START Records for processing

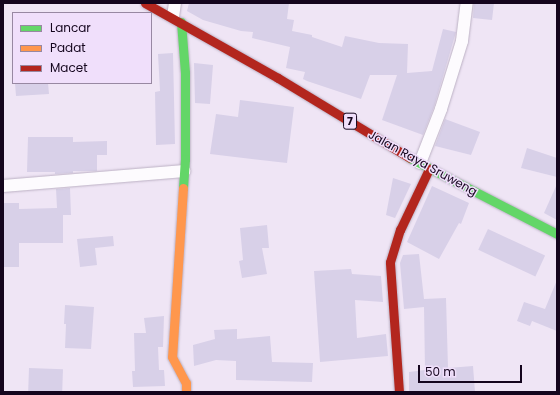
<!DOCTYPE html>
<html>
<head>
<meta charset="utf-8">
<style>
  body { margin:0 }
  #map { position:relative; width:560px; height:395px; overflow:hidden; background:#efe5f5; font-family:Poppins,sans-serif }
  div>[style] { position:absolute }
  .building>* { inset:0; background:#d8d0e8; transform-origin:0 0 }
  .roads { filter:drop-shadow(0 0 1px #bcb1c4) drop-shadow(0 0 1px #bcb1c4) }
  .street>* { height:12px; margin:-6px; padding:0 6px; transform-origin:6px; border-radius:6px; background:#fdfbfe }
  .fast>* { height:9px; margin:-4.5px; padding:0 4.5px; transform-origin:4.5px; border-radius:4.5px; background:#63d668 }
  .slow>* { height:9px; margin:-4.5px; padding:0 4.5px; transform-origin:4.5px; border-radius:4.5px; background:#ff974d }
  .jam>* { height:9px; margin:-4.5px; padding:0 4.5px; transform-origin:4.5px; border-radius:4.5px; background:#b3261e }
  span { translate:-50% -50%; white-space:nowrap; text-align:center; line-height:1.15; -webkit-text-stroke:3px #f0dffb; paint-order:stroke }
  .shield-label span { padding:1px 3px; background:#f0dffb; border:1px solid; border-radius:3px; -webkit-text-stroke-width:0 }
  .shield-label { font-size:11px; color:#14051d; font-weight:700 }
  .street-label { font-size:12px; color:#14051d }
  .frame { position:absolute; inset:0; border:4px solid #14051d; pointer-events:none }
  .legend { position:absolute; left:12px; top:12px; width:140px; height:72px; box-sizing:border-box; background:#f0dffb; border:1px solid #9888a2; margin:0; padding:5px 7px; list-style:none; font-size:12px; color:#14051d }
  .legend li { display:flex; align-items:center; gap:8px; height:20px }
  .legend b { width:20px; border:1px solid #9888a2 }
  .scale { position:absolute; left:418px; top:365px; width:104px; height:18px; box-sizing:border-box; border:2px solid #14051d; border-top:0; padding-left:5px; font-size:12px; line-height:14px; white-space:nowrap; color:#14051d; -webkit-text-stroke:3px #f0dffb; paint-order:stroke }
</style>
</head>
<body>
<div id="map">
  <div class="building">
    <i style="clip-path:polygon(189px 3px,289px 3px,287px 19px,294px 20px,292px 31px,312px 35px,312px 37px,342px 47px,345px 36px,379px 43px,408px 44px,407px 73px,432px 71px,443px 29px,456px 32px,434px 107px,423px 135px,382px 120px,397px 75px,370px 75px,361px 99px,307px 81px,303px 79px,305px 72px,286px 68px,290px 47px,252px 38px,253px 32px,241px 31px,203px 20px,187px 11px)"></i>
    <i style="clip-path:polygon(474px 3px,494px 3px,492px 20px,473px 18px)"></i>
    <i style="clip-path:polygon(173px 53px,175px 144px,156px 145px,155px 92px,160px 91px,158px 54px)"></i>
    <i style="clip-path:polygon(194px 63px,213px 65px,210px 104px,195px 103px)"></i>
    <i style="clip-path:polygon(15px 83px,48px 83px,49px 94px,16px 96px)"></i>
    <i style="clip-path:polygon(240px 100px,294px 107px,287px 163px,210px 154px,216px 114px,238px 117px)"></i>
    <i style="clip-path:polygon(445px 119px,480px 132px,471px 155px,435px 146px)"></i>
    <i style="clip-path:polygon(28px 137px,73px 137px,73px 142px,107px 141px,107px 155px,97px 155px,97px 171px,73px 171px,73px 173px,55px 174px,55px 172px,27px 172px)"></i>
    <i style="clip-path:polygon(527px 148px,557px 158px,557px 177px,521px 168px)"></i>
    <i style="clip-path:polygon(393px 178px,411px 184px,395px 218px,386px 215px)"></i>
    <i style="clip-path:polygon(557px 184px,557px 220px,544px 213px)"></i>
    <i style="clip-path:polygon(432px 186px,469px 203px,461px 224px,459px 223px,439px 259px,407px 242px)"></i>
    <i style="clip-path:polygon(70px 188px,71px 215px,63px 215px,63px 243px,19px 243px,19px 267px,3px 267px,3px 203px,19px 203px,19px 209px,57px 208px,56px 189px)"></i>
    <i style="clip-path:polygon(267px 225px,269px 248px,262px 248px,267px 274px,242px 278px,239px 261px,243px 260px,240px 228px)"></i>
    <i style="left:488px;top:229px;width:63px;height:23px;rotate:25deg"></i>
    <i style="clip-path:polygon(113px 236px,114px 246px,95px 248px,97px 265px,80px 267px,77px 239px)"></i>
    <i style="clip-path:polygon(419px 254px,424px 299px,446px 298px,448px 368px,473px 366px,475px 392px,409px 392px,409px 372px,425px 370px,424px 307px,404px 309px,400px 263px,403px 255px)"></i>
    <i style="clip-path:polygon(351px 269px,352px 274px,381px 276px,383px 302px,355px 300px,357px 338px,386px 334px,388px 356px,320px 362px,314px 271px)"></i>
    <i style="clip-path:polygon(557px 280px,557px 331px,532px 321px,530px 326px,517px 321px,524px 302px,545px 309px)"></i>
    <i style="clip-path:polygon(65px 305px,94px 307px,91px 349px,65px 348px,66px 324px,64px 324px)"></i>
    <i style="clip-path:polygon(164px 316px,163px 347px,158px 347px,159px 370px,164px 370px,165px 386px,133px 387px,132px 371px,135px 371px,134px 333px,146px 333px,144px 318px)"></i>
    <i style="clip-path:polygon(237px 329px,237px 339px,270px 336px,272px 362px,313px 363px,312px 382px,236px 380px,236px 361px,216px 360px,194px 366px,193px 345px,215px 339px,214px 330px)"></i>
    <i style="left:29px;top:368px;width:34px;height:24px;rotate:2deg"></i>
  </div>
  <div class="roads">
    <div class="street">
      <i style="left:173px;top:17px;width:14px;rotate:-82deg"></i>
      <i style="left:420px;top:163px;width:58px;rotate:-68.7deg"></i>
      <i style="left:441px;top:109px;width:71px;rotate:-72.8deg"></i>
      <i style="left:462px;top:41px;width:38px;rotate:-83deg"></i>
      <i style="left:3px;top:186px;width:182px;rotate:-4.7deg"></i>
    </div>
    <div class="fast">
      <i style="left:181px;top:22px;width:51px;rotate:85.5deg"></i>
      <i style="left:185px;top:73px;width:86px;rotate:90deg"></i>
      <i style="left:185px;top:159px;width:29px;rotate:94deg"></i>
      <i style="left:410px;top:158px;width:165px;rotate:27.3deg"></i>
    </div>
    <div class="slow">
      <i style="left:183px;top:188px;width:169px;rotate:93.7deg"></i>
      <i style="left:172px;top:357px;width:30px;rotate:62deg"></i>
      <i style="left:186px;top:383px;width:9px;rotate:90deg"></i>
    </div>
    <div class="jam">
      <i style="left:145px;top:3px;width:153px;rotate:29.4deg"></i>
      <i style="left:278px;top:78px;width:154px;rotate:31.2deg"></i>
      <i style="left:399px;top:392px;width:130px;rotate:-94deg"></i>
      <i style="left:390px;top:262px;width:34px;rotate:-73deg"></i>
      <i style="left:400px;top:230px;width:68px;rotate:-64.6deg"></i>
    </div>
  </div>
  <div class="shield-label">
    <span style="left:350px;top:121px">7</span>
  </div>
  <div class="street-label">
    <span style="left:423px;top:163px;rotate:29deg">Jalan Raya Sruweng</span>
  </div>
  <div class="frame"></div>
  <ul class="legend">
  <li><b style="height:5px;background:#63d668"></b>Lancar</li>
  <li><b style="height:5px;background:#ff974d"></b>Padat</li>
  <li><b style="height:5px;background:#b3261e"></b>Macet</li>
  </ul>
  <div class="scale">50 m</div>
</div>
</body>
</html>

END Records for processing

Line count for the string "roads": give the number of lines in the listing that hold it, with no other output.

▶ [Solved problem]: 2